This is one of nine coastal artillery batteries built around Jersey during the Second World War, work started here in March 1941 using troops from Naval Artillery Battalion 604, assisted under duress, by local labour, supplied by the States’ Department of Labour.
At this early stage of construction, three L/45 15 cm guns were mounted in temporary earth emplacements. The four concrete artillery positions that we see today, were constructed by Organisation Todt, as were the anti-aircraft positions, the ammunition and crew bunkers, the command bunker and the observation tower. The range-finding tower has four slits unlike the other two towers in Jersey, that have five.

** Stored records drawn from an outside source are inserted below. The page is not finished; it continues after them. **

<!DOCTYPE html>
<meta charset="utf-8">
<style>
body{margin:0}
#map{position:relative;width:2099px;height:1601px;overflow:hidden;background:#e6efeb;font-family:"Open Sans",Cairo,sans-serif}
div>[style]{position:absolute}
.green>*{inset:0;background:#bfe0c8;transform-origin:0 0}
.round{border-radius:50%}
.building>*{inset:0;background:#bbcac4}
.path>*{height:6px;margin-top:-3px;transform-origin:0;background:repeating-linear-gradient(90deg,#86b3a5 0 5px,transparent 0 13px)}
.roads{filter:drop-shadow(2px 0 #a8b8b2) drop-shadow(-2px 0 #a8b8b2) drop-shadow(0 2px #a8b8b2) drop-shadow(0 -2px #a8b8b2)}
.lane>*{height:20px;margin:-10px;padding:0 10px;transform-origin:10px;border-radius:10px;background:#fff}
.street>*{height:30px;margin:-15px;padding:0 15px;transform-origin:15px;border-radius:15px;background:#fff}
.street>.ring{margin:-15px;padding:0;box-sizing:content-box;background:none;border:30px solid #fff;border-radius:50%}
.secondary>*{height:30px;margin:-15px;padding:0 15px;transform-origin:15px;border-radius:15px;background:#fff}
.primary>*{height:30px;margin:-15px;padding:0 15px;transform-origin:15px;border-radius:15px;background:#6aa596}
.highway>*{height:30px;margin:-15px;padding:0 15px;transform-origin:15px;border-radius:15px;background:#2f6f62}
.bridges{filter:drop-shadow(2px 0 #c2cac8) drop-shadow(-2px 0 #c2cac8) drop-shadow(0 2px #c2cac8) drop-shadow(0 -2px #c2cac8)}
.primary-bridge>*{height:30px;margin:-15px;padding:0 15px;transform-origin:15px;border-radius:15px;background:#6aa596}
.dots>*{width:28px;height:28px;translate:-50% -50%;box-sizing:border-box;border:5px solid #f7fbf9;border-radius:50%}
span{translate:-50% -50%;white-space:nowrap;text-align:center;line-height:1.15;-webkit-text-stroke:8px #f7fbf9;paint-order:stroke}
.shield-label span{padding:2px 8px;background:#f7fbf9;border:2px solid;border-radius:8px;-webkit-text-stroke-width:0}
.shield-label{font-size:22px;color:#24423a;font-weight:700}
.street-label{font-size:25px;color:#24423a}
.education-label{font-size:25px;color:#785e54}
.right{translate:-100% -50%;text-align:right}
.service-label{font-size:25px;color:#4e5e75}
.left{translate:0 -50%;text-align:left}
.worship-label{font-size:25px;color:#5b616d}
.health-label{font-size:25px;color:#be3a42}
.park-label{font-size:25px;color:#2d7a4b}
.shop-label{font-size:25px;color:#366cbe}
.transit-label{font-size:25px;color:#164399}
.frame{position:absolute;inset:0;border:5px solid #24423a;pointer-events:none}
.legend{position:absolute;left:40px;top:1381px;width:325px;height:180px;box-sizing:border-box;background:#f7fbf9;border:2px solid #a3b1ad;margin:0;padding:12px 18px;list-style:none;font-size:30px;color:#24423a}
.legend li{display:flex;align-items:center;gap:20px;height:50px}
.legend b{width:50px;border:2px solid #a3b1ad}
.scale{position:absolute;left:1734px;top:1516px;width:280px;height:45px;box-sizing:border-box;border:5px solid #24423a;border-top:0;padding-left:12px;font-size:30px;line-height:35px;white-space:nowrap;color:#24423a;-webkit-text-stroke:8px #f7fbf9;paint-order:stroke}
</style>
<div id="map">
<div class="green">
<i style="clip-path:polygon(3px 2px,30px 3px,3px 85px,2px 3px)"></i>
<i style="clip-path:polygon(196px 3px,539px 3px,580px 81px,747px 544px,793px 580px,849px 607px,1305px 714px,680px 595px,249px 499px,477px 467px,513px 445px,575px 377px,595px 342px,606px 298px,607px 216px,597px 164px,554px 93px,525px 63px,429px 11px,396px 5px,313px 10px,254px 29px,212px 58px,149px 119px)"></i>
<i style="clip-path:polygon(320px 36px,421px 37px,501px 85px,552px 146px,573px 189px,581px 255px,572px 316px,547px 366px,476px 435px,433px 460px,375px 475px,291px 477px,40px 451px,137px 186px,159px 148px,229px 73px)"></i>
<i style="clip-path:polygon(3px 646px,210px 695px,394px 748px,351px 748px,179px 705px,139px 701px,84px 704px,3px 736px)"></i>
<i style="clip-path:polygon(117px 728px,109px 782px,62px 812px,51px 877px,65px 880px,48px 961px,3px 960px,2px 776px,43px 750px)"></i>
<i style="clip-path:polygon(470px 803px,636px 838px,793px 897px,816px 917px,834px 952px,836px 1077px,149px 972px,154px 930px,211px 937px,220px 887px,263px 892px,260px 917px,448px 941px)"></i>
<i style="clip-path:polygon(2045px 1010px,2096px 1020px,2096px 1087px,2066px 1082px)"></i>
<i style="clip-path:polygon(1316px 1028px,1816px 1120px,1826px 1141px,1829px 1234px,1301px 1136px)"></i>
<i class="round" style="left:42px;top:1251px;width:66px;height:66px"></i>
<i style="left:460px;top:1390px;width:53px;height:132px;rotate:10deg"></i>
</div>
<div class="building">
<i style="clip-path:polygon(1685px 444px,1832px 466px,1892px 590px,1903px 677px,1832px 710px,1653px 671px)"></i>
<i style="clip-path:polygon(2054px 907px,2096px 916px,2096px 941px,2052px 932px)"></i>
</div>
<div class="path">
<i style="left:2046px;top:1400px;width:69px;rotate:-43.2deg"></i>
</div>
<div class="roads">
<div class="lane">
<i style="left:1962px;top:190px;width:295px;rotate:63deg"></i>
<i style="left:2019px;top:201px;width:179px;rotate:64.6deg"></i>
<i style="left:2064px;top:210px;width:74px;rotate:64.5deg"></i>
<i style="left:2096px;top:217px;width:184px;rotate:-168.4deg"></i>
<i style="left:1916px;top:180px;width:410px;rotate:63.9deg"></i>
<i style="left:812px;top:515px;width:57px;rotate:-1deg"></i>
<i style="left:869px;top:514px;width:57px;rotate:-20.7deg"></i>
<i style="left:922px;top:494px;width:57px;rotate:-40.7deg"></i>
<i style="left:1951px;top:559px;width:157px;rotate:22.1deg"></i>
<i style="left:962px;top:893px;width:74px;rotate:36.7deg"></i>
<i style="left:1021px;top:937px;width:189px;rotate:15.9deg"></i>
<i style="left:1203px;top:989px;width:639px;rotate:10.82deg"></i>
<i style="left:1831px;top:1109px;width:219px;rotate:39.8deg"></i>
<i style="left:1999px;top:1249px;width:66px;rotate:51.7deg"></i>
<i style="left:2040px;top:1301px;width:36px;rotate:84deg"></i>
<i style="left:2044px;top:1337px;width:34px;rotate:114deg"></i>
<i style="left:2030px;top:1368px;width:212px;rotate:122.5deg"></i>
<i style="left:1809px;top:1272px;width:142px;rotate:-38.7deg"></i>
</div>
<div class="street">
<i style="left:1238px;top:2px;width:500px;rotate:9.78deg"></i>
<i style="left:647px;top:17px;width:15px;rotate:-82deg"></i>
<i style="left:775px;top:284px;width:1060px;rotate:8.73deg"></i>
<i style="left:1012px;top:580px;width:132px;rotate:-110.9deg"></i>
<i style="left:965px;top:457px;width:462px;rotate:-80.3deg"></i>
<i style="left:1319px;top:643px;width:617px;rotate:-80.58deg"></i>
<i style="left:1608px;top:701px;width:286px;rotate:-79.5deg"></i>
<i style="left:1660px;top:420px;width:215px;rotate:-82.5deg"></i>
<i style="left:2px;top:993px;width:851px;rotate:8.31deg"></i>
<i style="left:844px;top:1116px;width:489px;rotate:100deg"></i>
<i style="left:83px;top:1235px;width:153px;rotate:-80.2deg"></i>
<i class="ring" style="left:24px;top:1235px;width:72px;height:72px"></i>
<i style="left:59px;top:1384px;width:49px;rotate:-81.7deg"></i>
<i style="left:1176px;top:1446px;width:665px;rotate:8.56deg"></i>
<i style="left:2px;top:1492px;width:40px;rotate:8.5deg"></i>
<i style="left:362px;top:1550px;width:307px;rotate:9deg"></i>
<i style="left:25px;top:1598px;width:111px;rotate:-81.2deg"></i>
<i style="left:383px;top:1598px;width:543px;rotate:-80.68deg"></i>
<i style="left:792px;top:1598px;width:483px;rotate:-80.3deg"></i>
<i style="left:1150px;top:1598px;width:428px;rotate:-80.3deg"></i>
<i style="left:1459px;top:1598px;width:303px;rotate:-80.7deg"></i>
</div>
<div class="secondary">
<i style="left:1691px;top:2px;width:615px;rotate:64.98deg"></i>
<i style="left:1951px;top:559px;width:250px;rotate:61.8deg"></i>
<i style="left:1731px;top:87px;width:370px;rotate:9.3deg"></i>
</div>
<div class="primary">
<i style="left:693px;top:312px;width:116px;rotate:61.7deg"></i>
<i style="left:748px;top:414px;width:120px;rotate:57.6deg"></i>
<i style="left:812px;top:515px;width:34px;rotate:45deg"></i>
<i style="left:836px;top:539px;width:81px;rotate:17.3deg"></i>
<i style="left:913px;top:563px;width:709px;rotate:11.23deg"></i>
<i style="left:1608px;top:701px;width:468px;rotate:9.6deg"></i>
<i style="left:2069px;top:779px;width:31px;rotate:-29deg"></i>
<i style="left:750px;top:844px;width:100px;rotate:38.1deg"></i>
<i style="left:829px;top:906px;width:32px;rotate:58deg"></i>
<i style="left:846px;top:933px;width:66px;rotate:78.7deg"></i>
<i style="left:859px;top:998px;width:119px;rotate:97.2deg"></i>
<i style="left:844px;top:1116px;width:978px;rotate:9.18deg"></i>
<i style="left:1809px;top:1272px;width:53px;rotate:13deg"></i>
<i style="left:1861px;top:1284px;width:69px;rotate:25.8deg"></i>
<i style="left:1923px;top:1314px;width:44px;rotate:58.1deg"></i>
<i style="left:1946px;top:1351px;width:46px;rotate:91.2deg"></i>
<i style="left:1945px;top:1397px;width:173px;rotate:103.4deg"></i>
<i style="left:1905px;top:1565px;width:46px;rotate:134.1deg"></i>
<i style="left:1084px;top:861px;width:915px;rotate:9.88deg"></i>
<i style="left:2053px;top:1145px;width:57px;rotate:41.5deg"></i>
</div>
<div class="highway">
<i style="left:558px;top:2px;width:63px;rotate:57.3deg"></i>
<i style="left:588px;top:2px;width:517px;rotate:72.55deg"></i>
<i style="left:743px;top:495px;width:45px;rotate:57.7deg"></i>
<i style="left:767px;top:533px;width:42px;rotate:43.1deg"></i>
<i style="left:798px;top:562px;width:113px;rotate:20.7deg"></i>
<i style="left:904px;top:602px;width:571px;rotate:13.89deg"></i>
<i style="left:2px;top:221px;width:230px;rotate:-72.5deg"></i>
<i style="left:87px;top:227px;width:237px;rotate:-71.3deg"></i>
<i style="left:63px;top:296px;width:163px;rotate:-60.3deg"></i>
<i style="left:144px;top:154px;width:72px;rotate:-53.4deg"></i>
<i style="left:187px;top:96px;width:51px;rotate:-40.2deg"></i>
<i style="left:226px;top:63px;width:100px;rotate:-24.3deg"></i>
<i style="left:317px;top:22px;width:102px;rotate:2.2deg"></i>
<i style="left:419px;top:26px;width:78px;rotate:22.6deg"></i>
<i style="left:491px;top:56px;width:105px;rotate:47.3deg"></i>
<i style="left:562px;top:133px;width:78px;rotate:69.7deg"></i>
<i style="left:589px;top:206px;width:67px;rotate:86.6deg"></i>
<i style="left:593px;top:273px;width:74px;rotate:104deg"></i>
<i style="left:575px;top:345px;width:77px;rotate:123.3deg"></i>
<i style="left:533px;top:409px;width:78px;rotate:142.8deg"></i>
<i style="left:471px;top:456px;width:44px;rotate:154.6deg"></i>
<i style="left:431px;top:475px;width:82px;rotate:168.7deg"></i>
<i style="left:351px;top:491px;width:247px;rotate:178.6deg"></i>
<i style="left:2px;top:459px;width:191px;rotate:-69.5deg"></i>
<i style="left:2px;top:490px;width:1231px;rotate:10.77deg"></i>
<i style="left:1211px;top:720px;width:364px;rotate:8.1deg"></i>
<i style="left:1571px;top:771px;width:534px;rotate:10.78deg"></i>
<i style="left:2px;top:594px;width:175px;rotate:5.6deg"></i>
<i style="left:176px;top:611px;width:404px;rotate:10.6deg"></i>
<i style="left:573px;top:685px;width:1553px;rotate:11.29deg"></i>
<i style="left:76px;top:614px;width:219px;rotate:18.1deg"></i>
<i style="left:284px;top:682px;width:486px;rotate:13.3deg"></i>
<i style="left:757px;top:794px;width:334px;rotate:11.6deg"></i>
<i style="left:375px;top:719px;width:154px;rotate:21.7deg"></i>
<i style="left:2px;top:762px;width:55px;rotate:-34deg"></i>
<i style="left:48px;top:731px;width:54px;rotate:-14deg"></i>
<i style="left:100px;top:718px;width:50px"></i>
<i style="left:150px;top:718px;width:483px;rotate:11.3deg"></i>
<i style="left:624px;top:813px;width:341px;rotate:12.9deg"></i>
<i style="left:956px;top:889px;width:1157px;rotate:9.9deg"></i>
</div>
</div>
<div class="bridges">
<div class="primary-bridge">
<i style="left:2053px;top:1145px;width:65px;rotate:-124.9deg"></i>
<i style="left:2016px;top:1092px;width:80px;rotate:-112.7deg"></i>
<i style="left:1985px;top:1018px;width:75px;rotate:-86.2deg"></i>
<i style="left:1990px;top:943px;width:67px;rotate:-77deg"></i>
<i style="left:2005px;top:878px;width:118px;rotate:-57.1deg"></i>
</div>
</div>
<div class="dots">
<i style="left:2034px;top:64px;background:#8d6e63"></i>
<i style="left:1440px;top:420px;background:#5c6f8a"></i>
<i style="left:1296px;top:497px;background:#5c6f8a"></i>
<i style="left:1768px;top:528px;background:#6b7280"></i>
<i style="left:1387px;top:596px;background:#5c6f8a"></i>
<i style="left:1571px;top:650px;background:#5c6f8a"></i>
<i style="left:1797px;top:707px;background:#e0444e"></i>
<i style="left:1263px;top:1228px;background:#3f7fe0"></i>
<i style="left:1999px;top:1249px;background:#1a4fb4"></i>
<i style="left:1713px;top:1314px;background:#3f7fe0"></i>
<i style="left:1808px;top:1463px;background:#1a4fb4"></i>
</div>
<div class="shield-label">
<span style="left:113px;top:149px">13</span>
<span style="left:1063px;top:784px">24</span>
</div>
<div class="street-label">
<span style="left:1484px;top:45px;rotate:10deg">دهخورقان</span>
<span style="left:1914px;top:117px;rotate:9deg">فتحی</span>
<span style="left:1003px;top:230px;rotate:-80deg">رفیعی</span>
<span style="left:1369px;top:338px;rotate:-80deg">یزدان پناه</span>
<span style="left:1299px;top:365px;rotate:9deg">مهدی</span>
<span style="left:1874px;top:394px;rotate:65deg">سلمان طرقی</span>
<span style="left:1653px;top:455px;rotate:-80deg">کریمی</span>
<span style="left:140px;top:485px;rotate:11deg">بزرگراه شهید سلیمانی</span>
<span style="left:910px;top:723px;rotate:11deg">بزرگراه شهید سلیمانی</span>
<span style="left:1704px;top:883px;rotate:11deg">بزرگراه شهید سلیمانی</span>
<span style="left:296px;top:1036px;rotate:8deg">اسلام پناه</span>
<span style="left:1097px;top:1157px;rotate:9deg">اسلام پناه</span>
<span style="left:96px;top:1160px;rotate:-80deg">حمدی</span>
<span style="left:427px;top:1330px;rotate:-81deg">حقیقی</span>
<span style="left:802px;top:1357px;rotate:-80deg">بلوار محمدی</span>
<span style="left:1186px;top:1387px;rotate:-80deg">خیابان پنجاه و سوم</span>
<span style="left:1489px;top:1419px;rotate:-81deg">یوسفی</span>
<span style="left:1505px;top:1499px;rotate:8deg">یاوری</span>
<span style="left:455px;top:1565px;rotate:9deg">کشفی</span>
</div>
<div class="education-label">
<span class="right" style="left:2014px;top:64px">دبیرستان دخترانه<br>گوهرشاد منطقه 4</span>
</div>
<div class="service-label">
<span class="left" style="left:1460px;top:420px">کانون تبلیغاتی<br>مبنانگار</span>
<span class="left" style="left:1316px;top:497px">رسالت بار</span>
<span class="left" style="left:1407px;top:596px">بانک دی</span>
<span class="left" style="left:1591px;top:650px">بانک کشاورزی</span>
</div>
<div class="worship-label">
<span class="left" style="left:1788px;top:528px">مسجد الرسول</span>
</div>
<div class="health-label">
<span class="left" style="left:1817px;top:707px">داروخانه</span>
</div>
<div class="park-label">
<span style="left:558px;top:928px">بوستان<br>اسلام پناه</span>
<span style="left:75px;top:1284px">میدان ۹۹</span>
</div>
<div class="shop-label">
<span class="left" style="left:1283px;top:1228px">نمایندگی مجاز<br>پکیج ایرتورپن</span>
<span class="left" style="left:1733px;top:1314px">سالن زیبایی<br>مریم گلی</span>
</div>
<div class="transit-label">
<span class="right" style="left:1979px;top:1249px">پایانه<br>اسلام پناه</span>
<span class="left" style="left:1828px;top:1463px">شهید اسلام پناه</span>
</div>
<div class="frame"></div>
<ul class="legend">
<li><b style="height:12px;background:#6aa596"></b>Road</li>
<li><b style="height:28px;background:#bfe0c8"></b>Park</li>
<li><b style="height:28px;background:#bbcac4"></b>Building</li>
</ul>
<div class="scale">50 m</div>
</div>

This battery was manned by 178 sailors (a compliment of 183 sailors was originally planned), who lived in wooden barracks, or closeby at the Portelet Holiday Camp. The artillery battery was made up of four 15 cm guns taken from First World War battle ships – hence the name Lothringen, after the battleship S.M.S Lothringen, six anti-aircraft guns, together with crew and ammunition bunkers. In 1944, the area became an infantry strongpoint, with a Pak anti-tank gun, machine guns, flame throwers, mine fields and miles of barbed wire.
The command bunker was built between March 1943 and April 1944. It is sited on a ledge blasted out of the cliffside, it is 40 feet deep and has two floors and is one of four found in the Channel Islands.
The two cupolas, beside the replica range-finder, on top of the command bunker escaped the scrap drive of the 1950s. They are 7” thick armoured steel and the only ones left in the Channel Islands.
The searchlights here at Noirmont, and across Portelet Bay, at Le Fret Headland, had code names beginning with ‘M’, because they were Naval artillery searchlights (Marine). On Le Fret, the search light was ‘Max’, here at Noirmont was ‘Moritz’. The army artillery searchlights had codenames beginning with ‘A’ (Armee).